Copy out the lines of the material that include the string "block".

•••

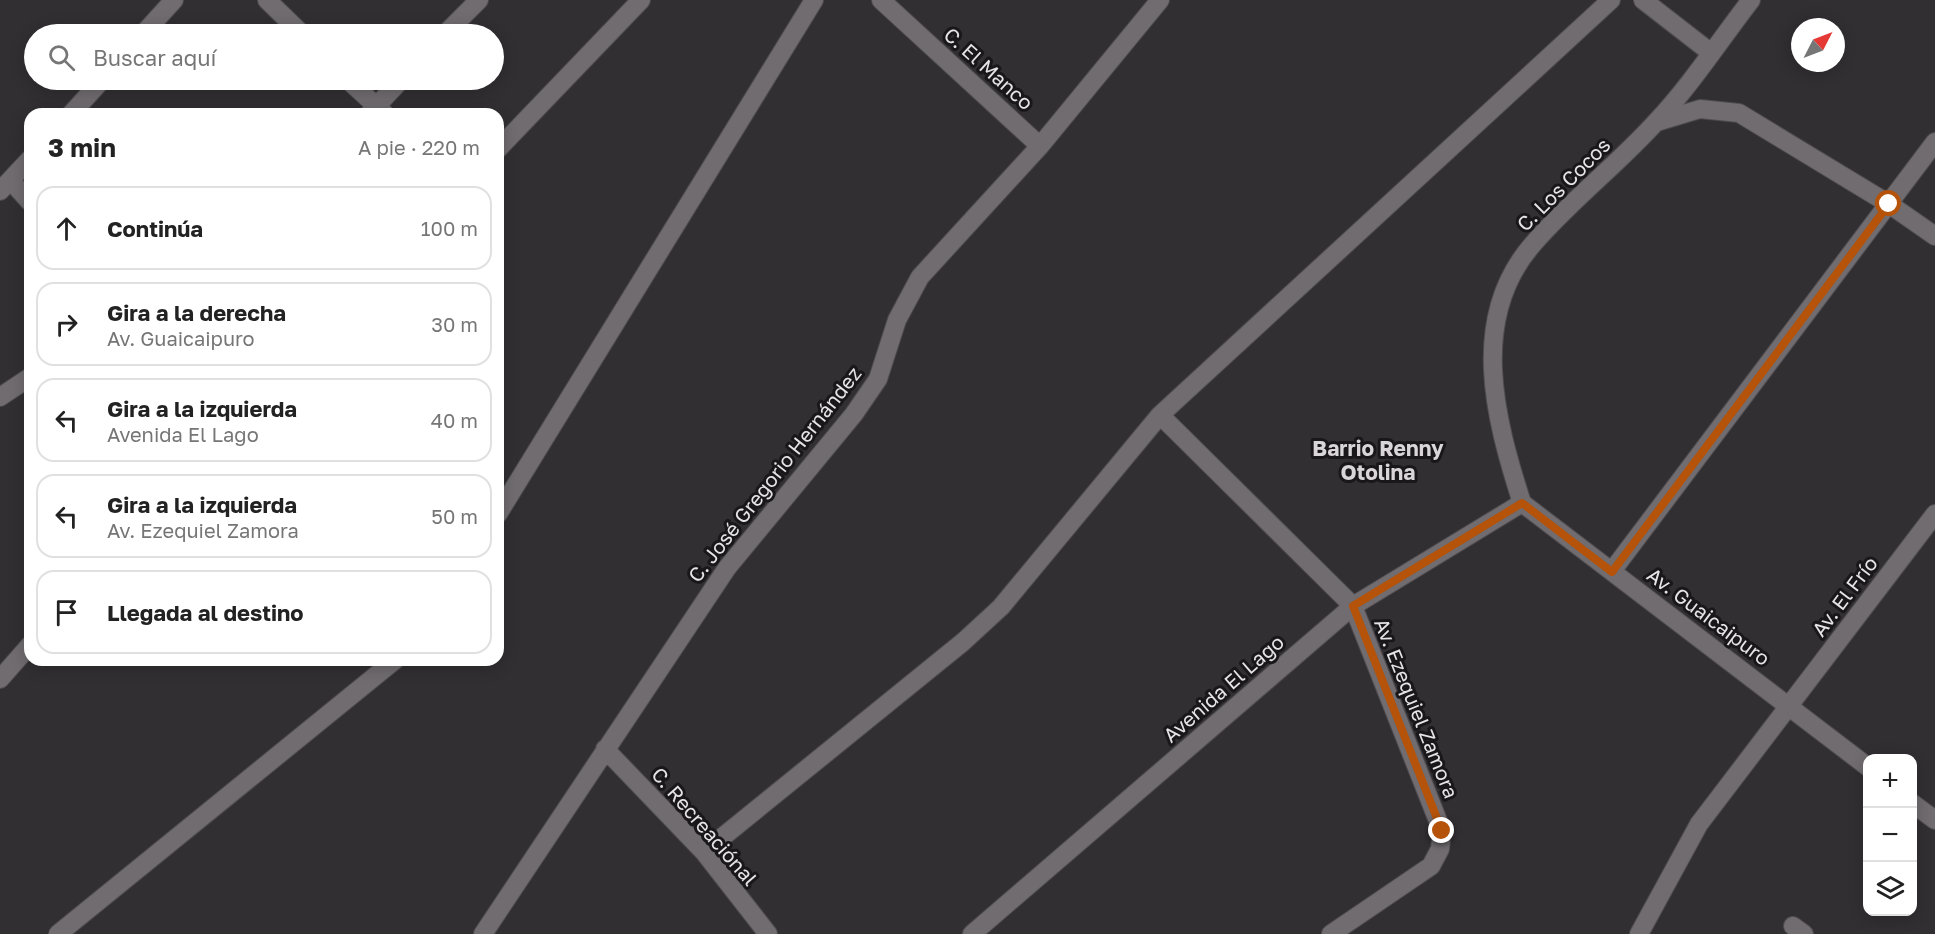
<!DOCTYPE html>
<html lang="es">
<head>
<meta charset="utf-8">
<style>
  body { margin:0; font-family:"Golos Text",sans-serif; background:#f2f2f2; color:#222 }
  .controls { position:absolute; right:18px; bottom:18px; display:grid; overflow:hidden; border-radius:12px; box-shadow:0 3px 15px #0003 }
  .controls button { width:54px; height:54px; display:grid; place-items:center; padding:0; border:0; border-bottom:2px solid #e0e0e0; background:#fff; color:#222; font:30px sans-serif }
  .compass { position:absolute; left:1791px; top:18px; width:54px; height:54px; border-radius:50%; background:#fff; box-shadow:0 3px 15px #0003; rotate:48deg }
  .stop { position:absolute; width:18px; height:18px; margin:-14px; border:4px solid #b45309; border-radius:50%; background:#fff }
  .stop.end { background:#b45309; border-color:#fff; box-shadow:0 2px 6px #0008 }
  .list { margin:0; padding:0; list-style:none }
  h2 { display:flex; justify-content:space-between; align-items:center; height:78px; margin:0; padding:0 24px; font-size:26px }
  h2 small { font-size:20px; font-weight:400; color:#767676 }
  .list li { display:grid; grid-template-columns:39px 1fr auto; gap:18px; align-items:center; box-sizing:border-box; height:84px; margin:0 12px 12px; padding:0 12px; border:2px solid #e0e0e0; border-radius:18px }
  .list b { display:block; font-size:22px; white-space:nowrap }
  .list p { margin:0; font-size:20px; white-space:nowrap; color:#767676 }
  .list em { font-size:20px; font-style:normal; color:#767676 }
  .icon { flex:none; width:33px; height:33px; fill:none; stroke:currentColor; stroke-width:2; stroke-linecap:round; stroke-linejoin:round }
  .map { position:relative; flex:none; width:1935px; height:934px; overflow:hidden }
  .search { position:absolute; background:#fff; box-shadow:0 3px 15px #0003; left:24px; top:24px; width:480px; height:66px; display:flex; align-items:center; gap:15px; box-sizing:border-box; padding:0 21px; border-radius:33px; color:#767676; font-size:22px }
  .panel { position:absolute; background:#fff; box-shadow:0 3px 15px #0003; left:24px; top:108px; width:480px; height:558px; border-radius:18px }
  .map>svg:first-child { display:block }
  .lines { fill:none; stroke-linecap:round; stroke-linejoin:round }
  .street-casing { stroke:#4f4c4f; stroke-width:20 }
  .street { stroke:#706c70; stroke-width:18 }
  .route { stroke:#b45309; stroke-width:8 }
  .labels { text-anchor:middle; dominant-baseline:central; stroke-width:6; stroke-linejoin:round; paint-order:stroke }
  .street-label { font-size:20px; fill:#e6e4e6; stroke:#191719 }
  .neighbourhood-label { font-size:21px; font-weight:bold; fill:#d9d5d8; stroke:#191719 }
</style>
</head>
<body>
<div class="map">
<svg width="1935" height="934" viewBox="0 0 1935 934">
  <rect width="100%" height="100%" fill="#322f32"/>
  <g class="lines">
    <defs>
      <path id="street" d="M267,0L302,34
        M881,0L1040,146
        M1643,0L1710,52
        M143,34L174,0
        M445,34L479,0
        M348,80L385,114
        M71,114L102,80
        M369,114L401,80
        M1657,122L1700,109L1739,113L1889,204L1935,236
        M498,149L641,0
        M11,181L30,202
        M0,191L30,159
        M0,397L30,377
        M1160,415L1353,606L1442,831L1440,849L1431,866L1331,934
        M1522,503C1495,419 1468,318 1533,244C1571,200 1617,165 1656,122C1691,85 1720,40 1751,0
        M1522,503L1868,767
        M498,514L814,0
        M1612,571L1935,142
        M0,679L30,645
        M605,749L704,852L768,934
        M1912,803L1935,820
        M704,852L963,642L1001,607L1160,415L1611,0
        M1793,926L1804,934
        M58,934L395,660
        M483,934L727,568L854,414L878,379L897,320L920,277L1040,146L1160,0
        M972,934L1353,606L1522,503
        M1639,934L1699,824L1935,514"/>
    </defs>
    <use href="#street" class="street-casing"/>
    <use href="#street" class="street"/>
  </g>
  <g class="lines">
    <path class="route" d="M1442,831L1353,606L1522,503L1612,572L1889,204"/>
  </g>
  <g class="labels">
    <g class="street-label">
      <text transform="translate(989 68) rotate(42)">C. El Manco</text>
      <text transform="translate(1563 184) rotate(-45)">C. Los Cocos</text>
      <text transform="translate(774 474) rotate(-52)">C. José Gregorio Hernández</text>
      <text transform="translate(1844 596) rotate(-53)">Av. El Frío</text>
      <text transform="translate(1709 616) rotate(37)">Av. Guaicaipuro</text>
      <text transform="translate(1223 688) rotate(-41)">Avenida El Lago</text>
      <text transform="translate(1417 708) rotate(68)">Av. Ezequiel Zamora</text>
      <text transform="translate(705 826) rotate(49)">C. Recreaciónal</text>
    </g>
    <g class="neighbourhood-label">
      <text x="1378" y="448">Barrio Renny<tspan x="1378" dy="24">Otolina</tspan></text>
    </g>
  </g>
</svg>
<div class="controls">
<button>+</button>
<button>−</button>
<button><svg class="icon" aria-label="layers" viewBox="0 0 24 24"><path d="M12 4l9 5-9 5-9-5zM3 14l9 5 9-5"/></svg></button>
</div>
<svg class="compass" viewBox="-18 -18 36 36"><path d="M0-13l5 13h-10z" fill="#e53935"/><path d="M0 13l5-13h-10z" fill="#767676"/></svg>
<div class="stop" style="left:1889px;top:204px"></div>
<div class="stop end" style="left:1442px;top:831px"></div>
<div class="search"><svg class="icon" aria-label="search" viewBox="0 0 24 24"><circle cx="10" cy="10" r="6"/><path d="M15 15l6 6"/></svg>Buscar aquí</div>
<section class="panel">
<h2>3 min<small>A pie · 220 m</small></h2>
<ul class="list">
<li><svg class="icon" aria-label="ahead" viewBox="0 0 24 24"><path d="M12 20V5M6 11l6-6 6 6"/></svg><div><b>Continúa</b></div><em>100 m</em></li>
<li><svg class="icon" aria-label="right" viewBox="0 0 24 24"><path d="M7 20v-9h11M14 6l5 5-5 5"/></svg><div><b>Gira a la derecha</b><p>Av. Guaicaipuro</p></div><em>30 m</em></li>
<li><svg class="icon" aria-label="left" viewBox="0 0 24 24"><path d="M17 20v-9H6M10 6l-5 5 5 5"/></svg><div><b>Gira a la izquierda</b><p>Avenida El Lago</p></div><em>40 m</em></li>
<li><svg class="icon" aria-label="left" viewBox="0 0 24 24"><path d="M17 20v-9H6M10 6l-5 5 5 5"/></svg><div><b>Gira a la izquierda</b><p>Av. Ezequiel Zamora</p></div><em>50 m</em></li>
<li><svg class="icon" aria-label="arrive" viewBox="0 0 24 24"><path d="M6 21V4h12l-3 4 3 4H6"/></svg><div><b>Llegada al destino</b></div></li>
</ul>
</section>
</div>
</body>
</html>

•••

Answer to the problem
  .list b { display:block; font-size:22px; white-space:nowrap }
  .map>svg:first-child { display:block }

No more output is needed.